- Born: 30 March 1889 Caversham, New Zealand
- Died: 29 March 1942 (aged 52) Victoria, Australia
- Allegiance: Australia
- Branch: Australian Imperial Force (1914–1917) Australian Flying Corps (1917–1919) Citizen Air Force (1925–1930)
- Service years: 1914–1919 1925–1930
- Rank: Flight Lieutenant
- Unit: No. 4 Squadron AFC
- Conflicts: First World War
- Awards: Distinguished Flying Cross
- Other work: Horse breeder

= Herbert Gilles Watson =

Australian flying ace

Herbert Gilles Watson, (30 March 1889 – 29 March 1942) was an Australian flying ace of the First World War credited with 14 aerial victories. He was the highest scoring New Zealand-born ace in the Australian Flying Corps, and the fourth highest scorer in his squadron.

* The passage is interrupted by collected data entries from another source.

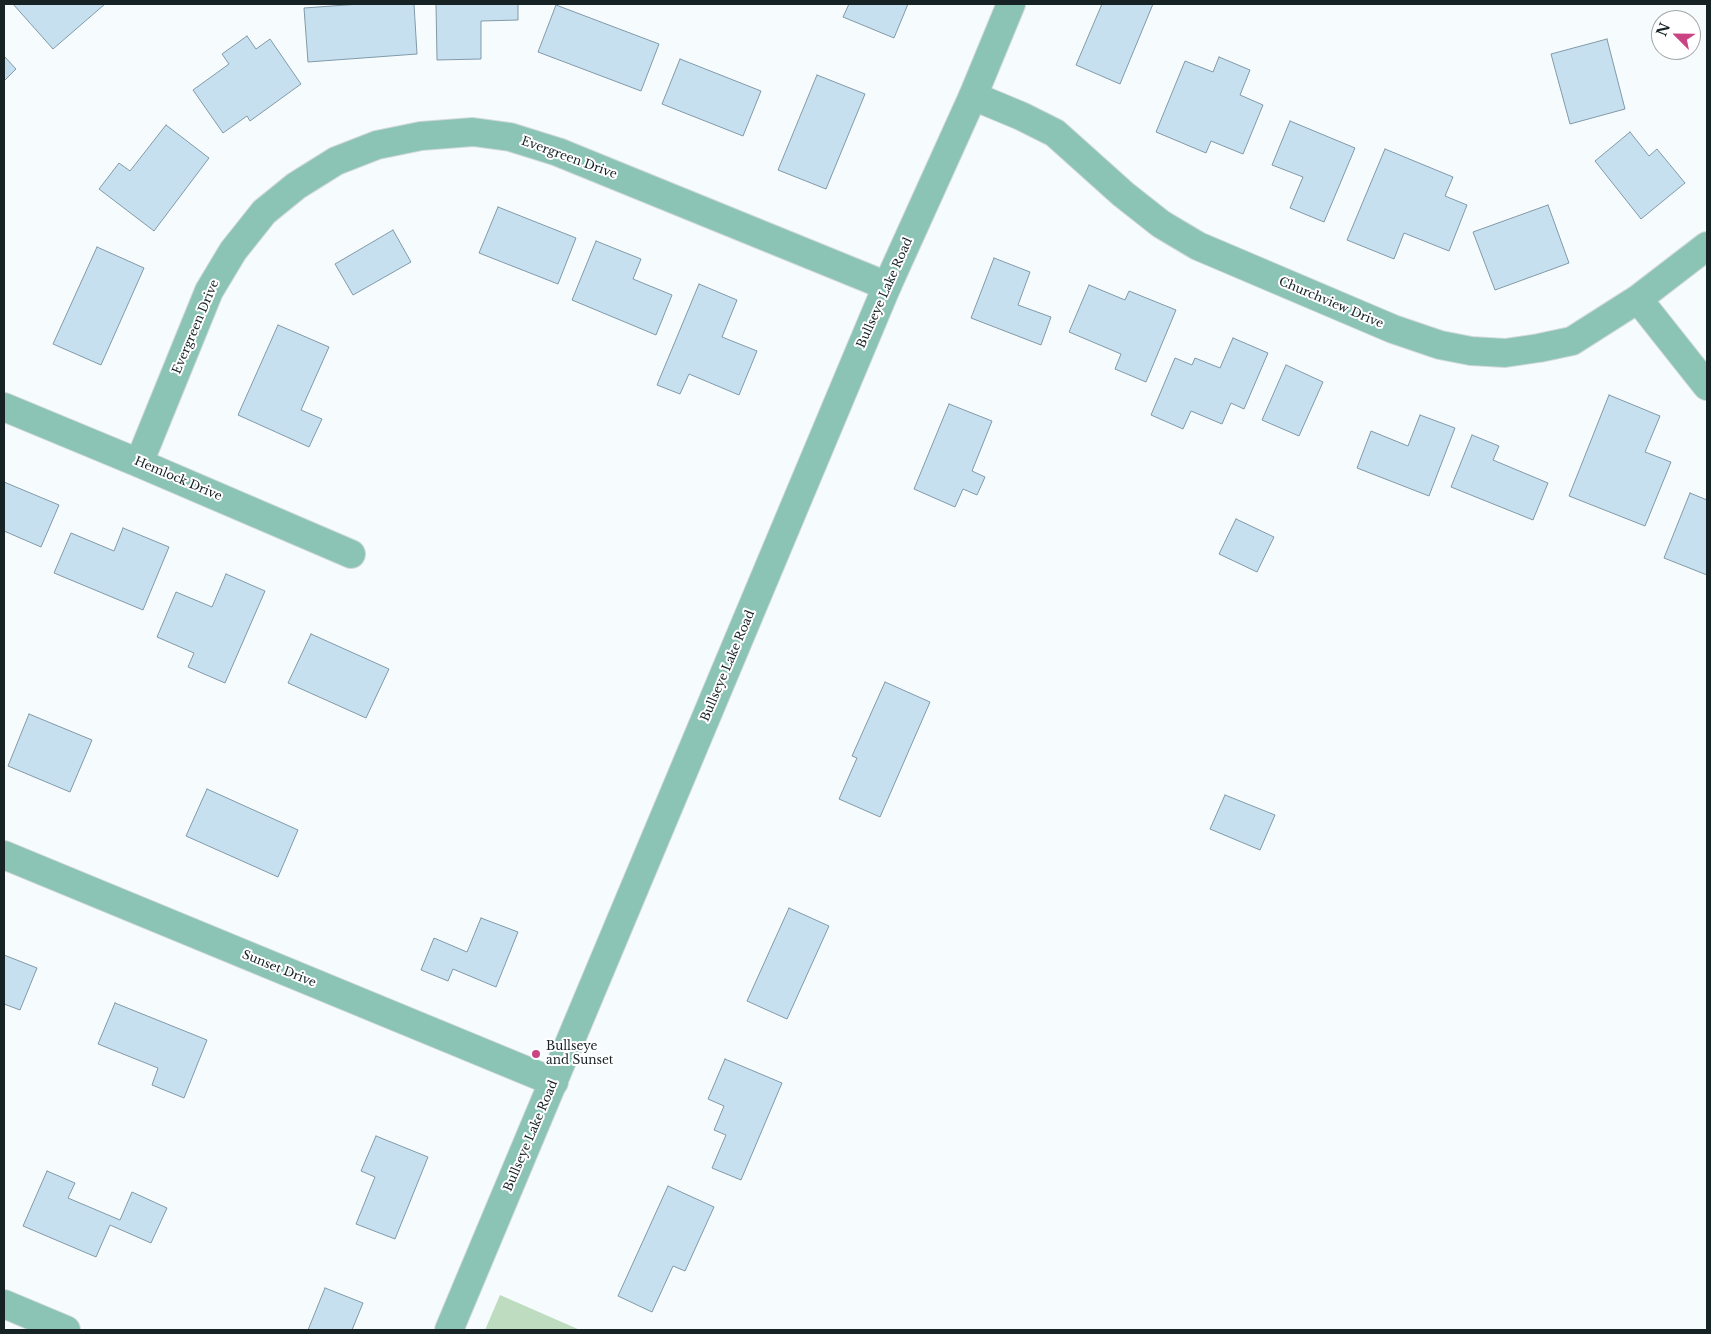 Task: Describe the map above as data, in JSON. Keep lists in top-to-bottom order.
{
  "streets": {
    "street": [
      "Evergreen Drive",
      "Bullseye Lake Road",
      "Churchview Drive",
      "Hemlock Drive",
      "Sunset Drive"
    ]
  },
  "crossings": [
    ["Evergreen Drive", "Bullseye Lake Road"],
    ["Evergreen Drive", "Hemlock Drive"],
    ["Bullseye Lake Road", "Churchview Drive"],
    ["Bullseye Lake Road", "Sunset Drive"]
  ],
  "places": ["Bullseye and Sunset"],
  "north": "top left"
} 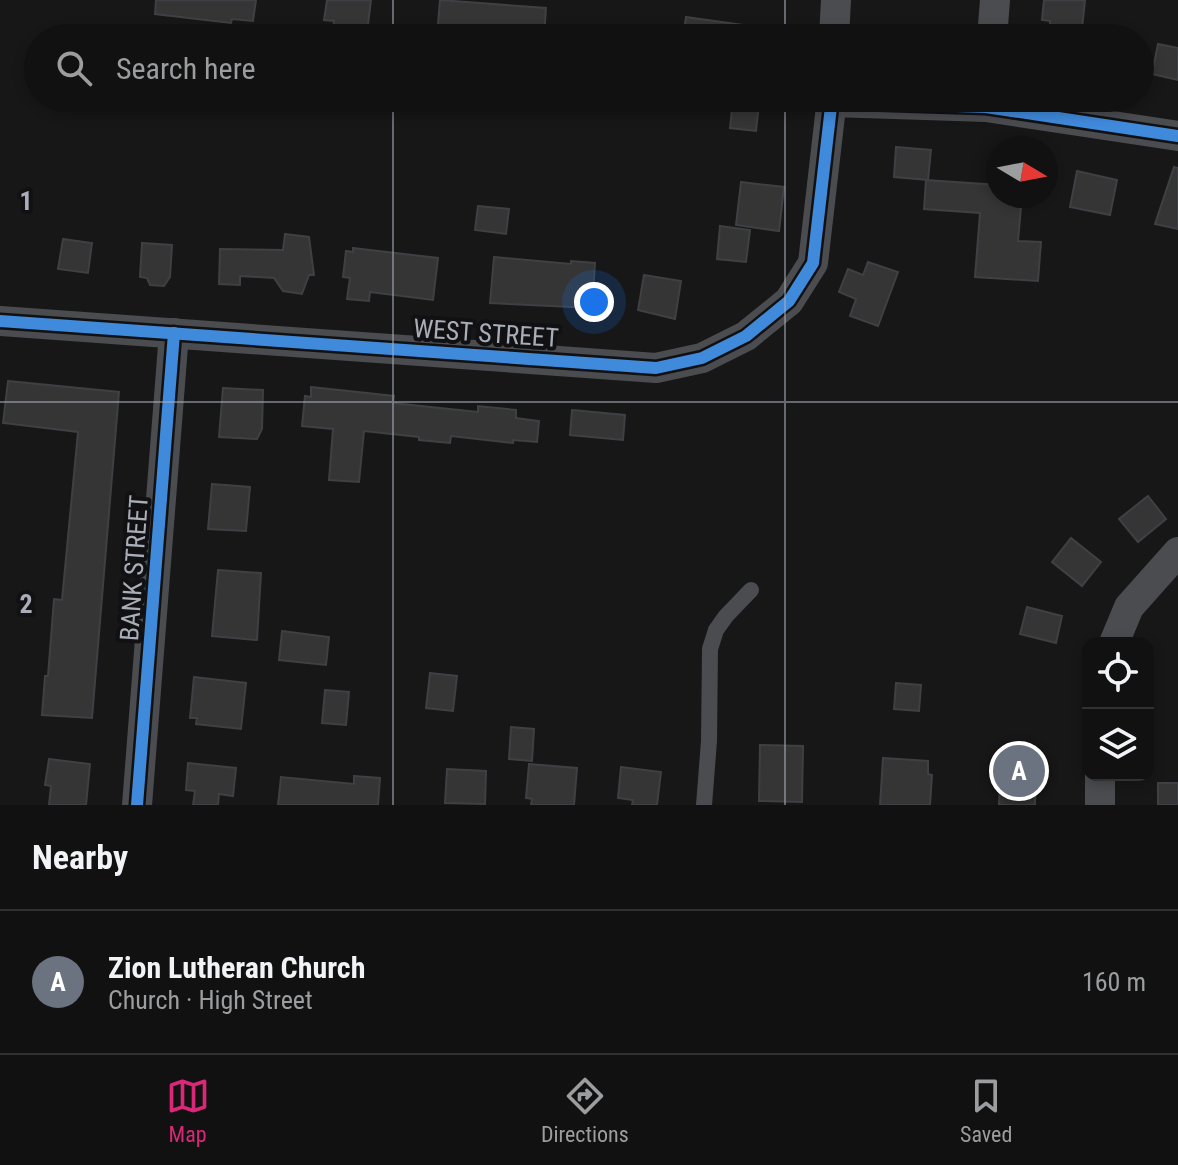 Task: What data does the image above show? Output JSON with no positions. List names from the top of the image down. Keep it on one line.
{"streets":{"street":["WEST STREET","BANK STREET"]},"crossings":[["WEST STREET","BANK STREET"]],"north":"right","page":{"search":"Search here","pins":"A","heading":"Nearby","list":[{"mark":"A","name":"Zion Lutheran Church","note":"Church · High Street","value":"160 m"}],"nav":["Map","Directions","Saved"]},"grid":{"rows":["1","2"]}} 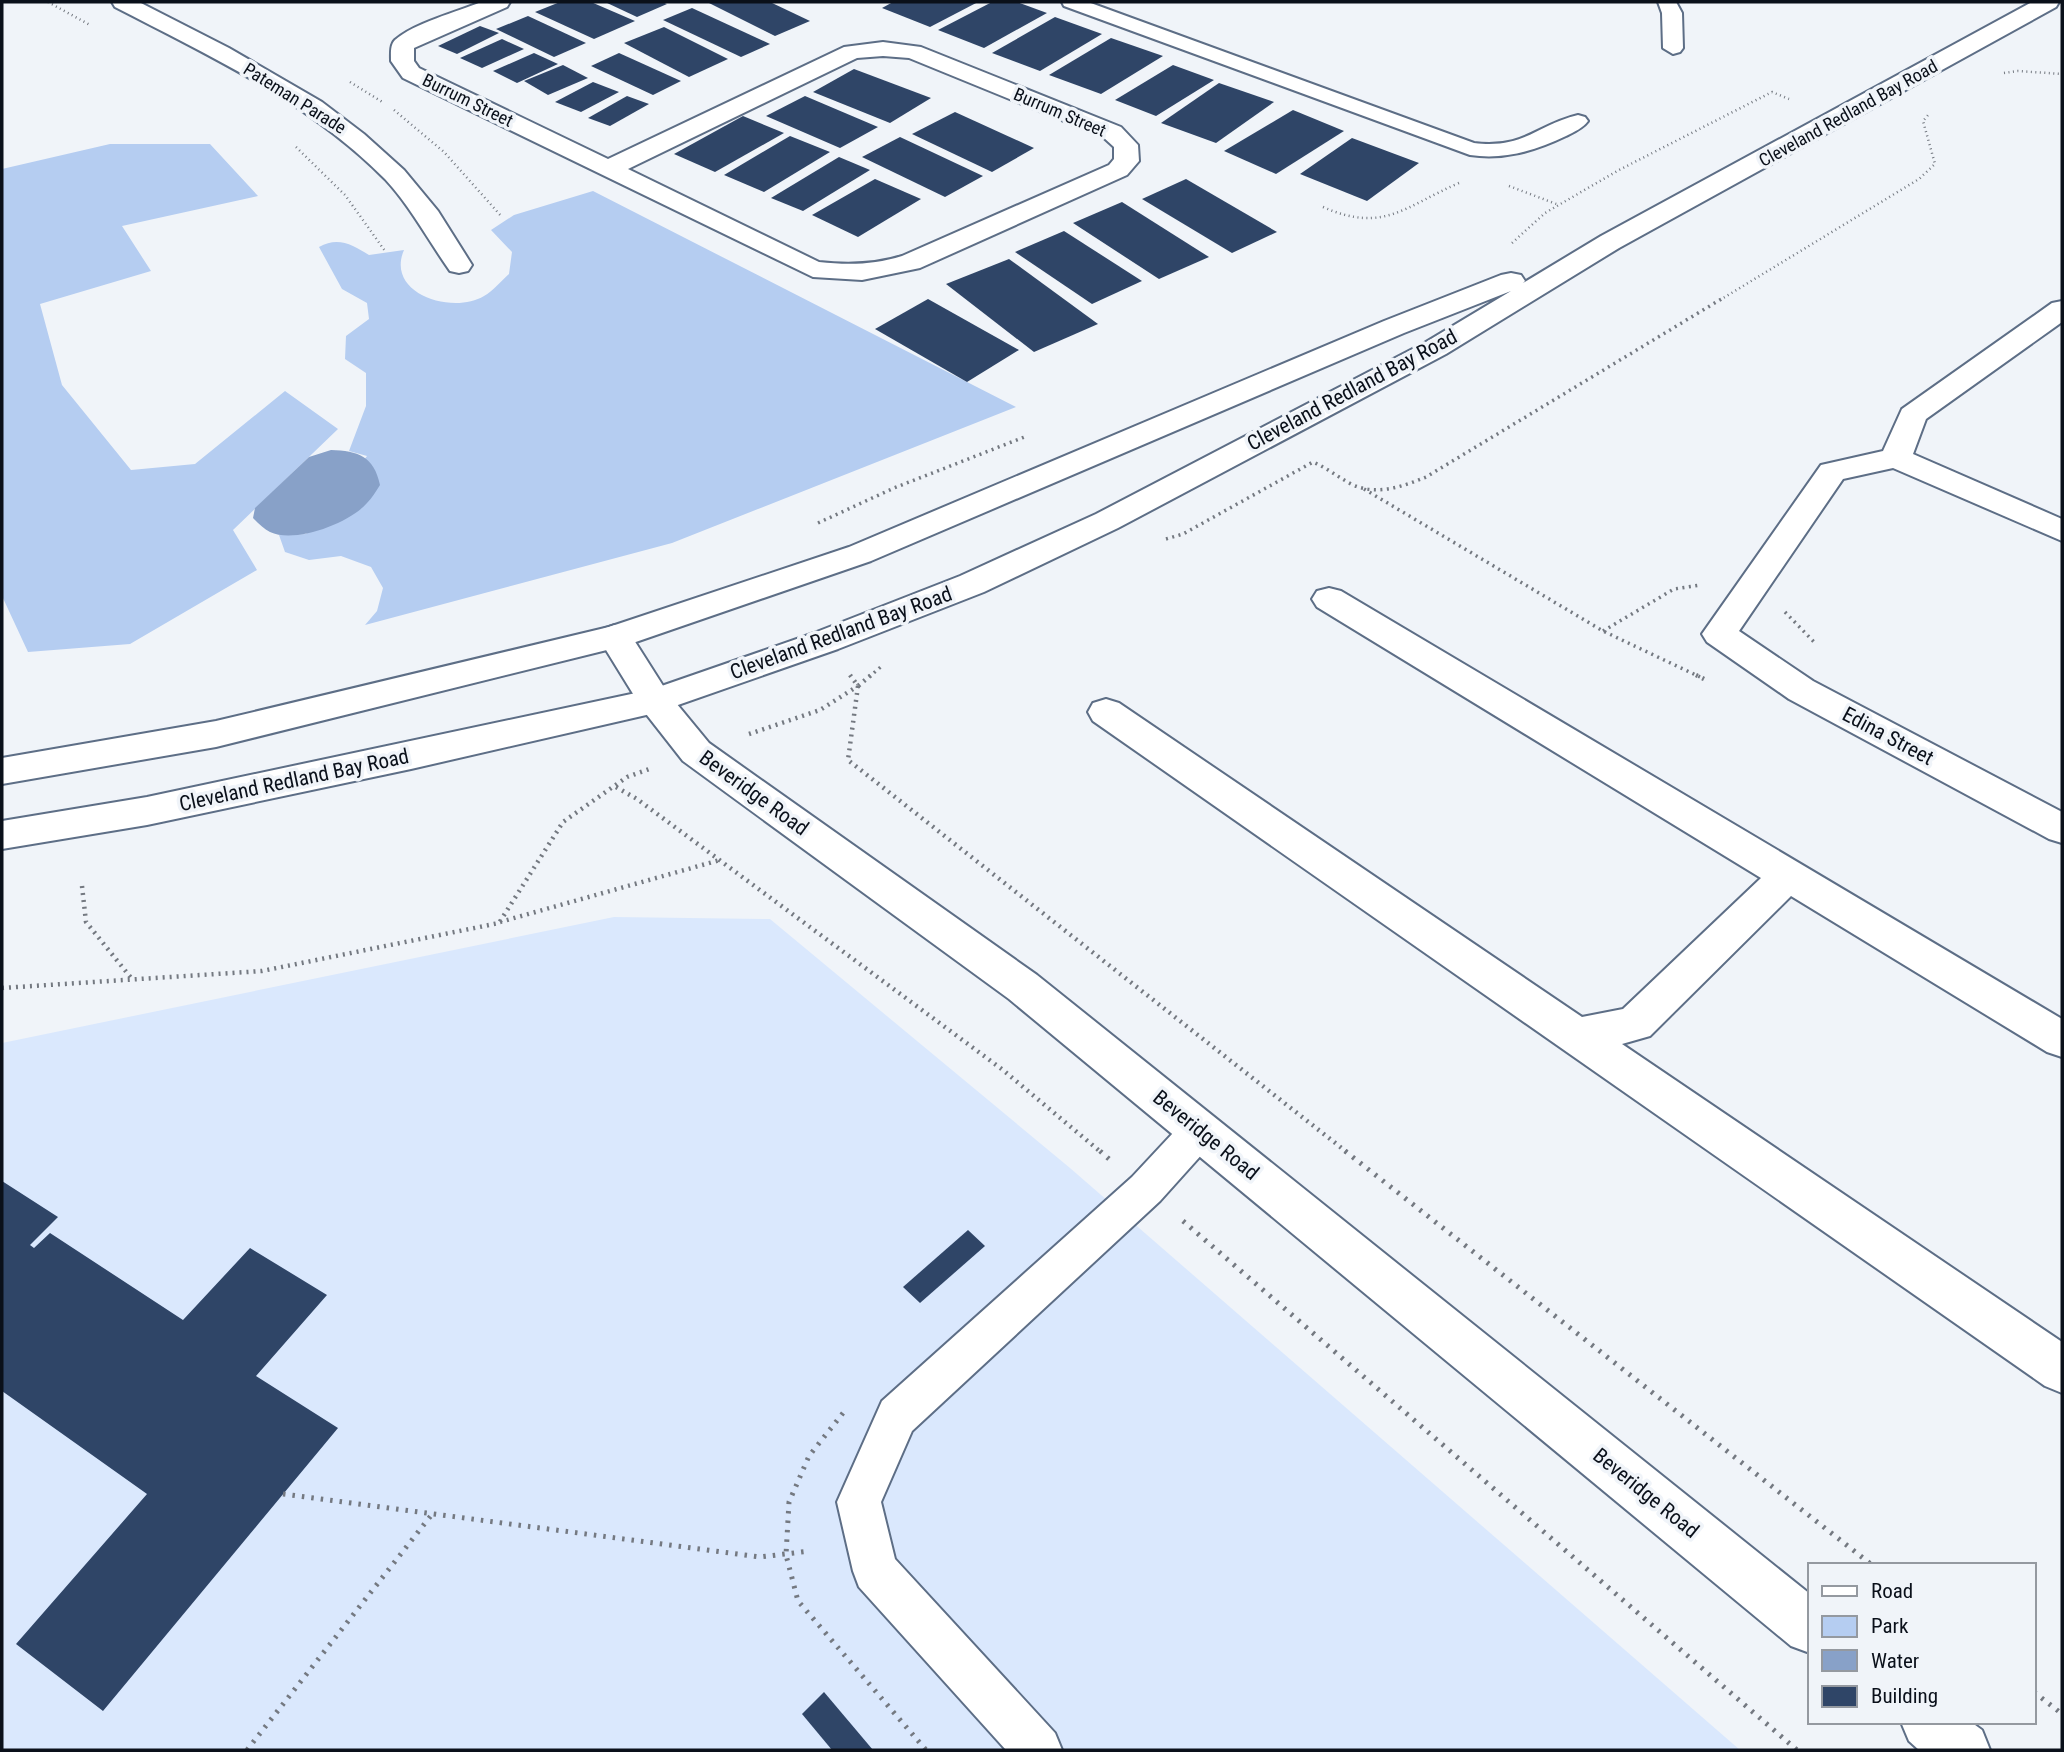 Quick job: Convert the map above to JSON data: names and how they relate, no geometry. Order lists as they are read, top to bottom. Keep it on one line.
{"streets":{"main road":["Pateman Parade","Burrum Street","Cleveland Redland Bay Road","Edina Street","Beveridge Road"]},"crossings":[["Cleveland Redland Bay Road","Beveridge Road"]],"legend":["Road","Park","Water","Building"]} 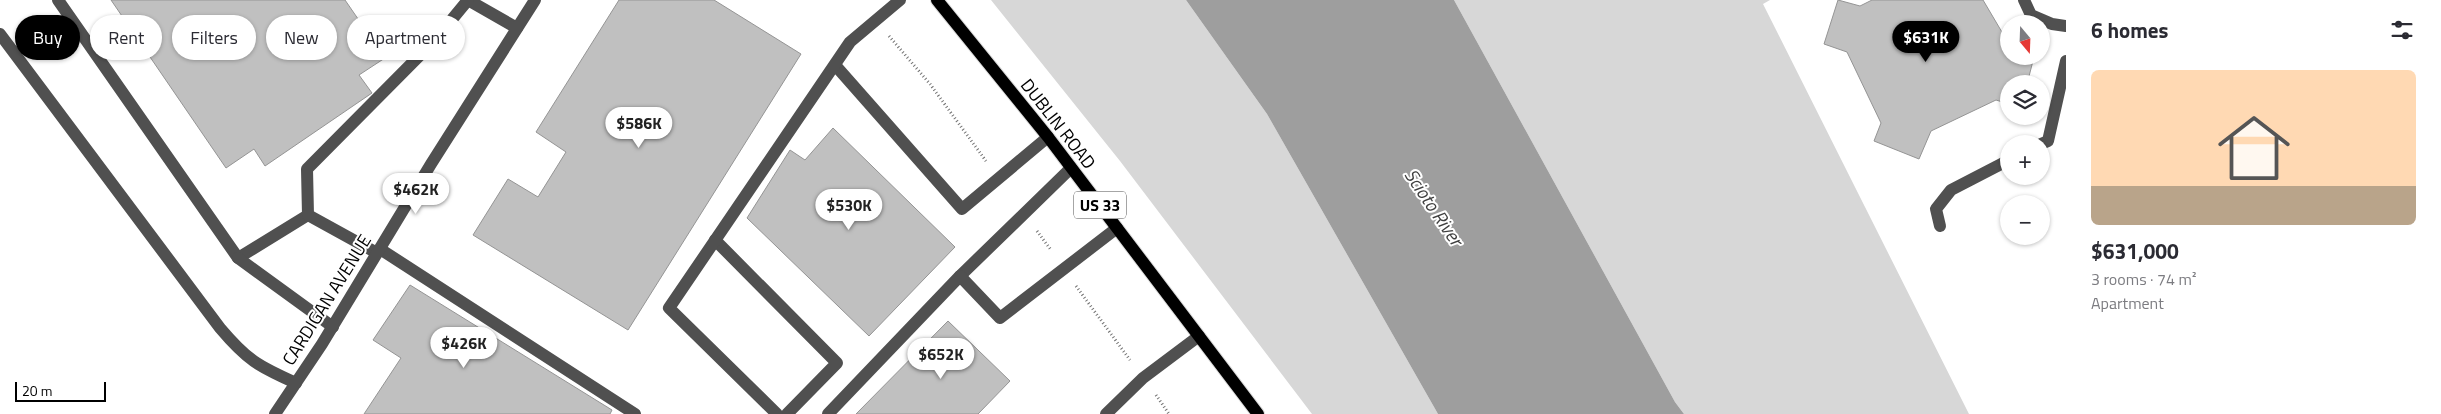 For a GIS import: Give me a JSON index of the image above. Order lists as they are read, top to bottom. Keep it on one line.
{"streets":{"main road":["DUBLIN ROAD","US 33"],"street":["CARDIGAN AVENUE"]},"water":["Scioto River"],"scale_bar":"20 m","north":"bottom","page":{"heading":"6 homes","map_buttons":["+","−"],"chip":["Buy","Rent","Filters","New","Apartment"],"price":["$631K","$586K","$462K","$530K","$426K","$652K"],"list":[{"name":"$631,000","note":"3 rooms · 74 m² · Apartment"}],"scale":"20 m"}}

==Early life and service==
Although born in New Zealand, Watson was a clerk working in Sydney, Australia, at the outbreak of war. He enlisted in No. 2 Troop of the Australian Army Signal Corps on 28 October 1914. He left Australia in December 1914, sailing for the Middle East; he trained in Egypt. He served at Gallipoli in 1915, and was medically evacuated with wounds, to England.

==Aerial service==
Watson transferred to the Australian Flying Corps in 1917, and was trained in England. On 5 February 1918, he was assigned to 4 Squadron AFC as a Sopwith Camel pilot. He drove an Albatros D.V down out of control for his first victory, on 19 April 1918. He steadily accumulated triumphs, shooting down eight aircraft by the end of June. Watson was subsequently awarded the Distinguished Flying Cross (DFC) in mid-July. His final tally was three enemy observation balloons destroyed, including one set afire; four enemy fighters destroyed; an enemy observation plane destroyed in conjunction with Lieutenant Elwyn King; four enemy fighters and an observation plane driven down out of control. As he completed his string of wins, he was appointed a flight commander with the rank of captain.

==After World War I==
Postwar, Watson became a horse breeder in Victoria. He died on 29 March 1942 in Victoria, Australia; his will named his widow, Rosalie Grace Watson, as executor of his estate.

==Honours and awards==
Text of citation for Distinguished Flying Cross (DFC)

Lt. Herbert Gillis Watson (Australian Flying Corps).

Whilst on offensive patrol he encountered several Pfalz scouts, one of which he shot down. He has also in three weeks shot down four enemy machines and destroyed a balloon, attacking the latter at 6,000 feet, following it down to 1,000 feet, when it burst into flames.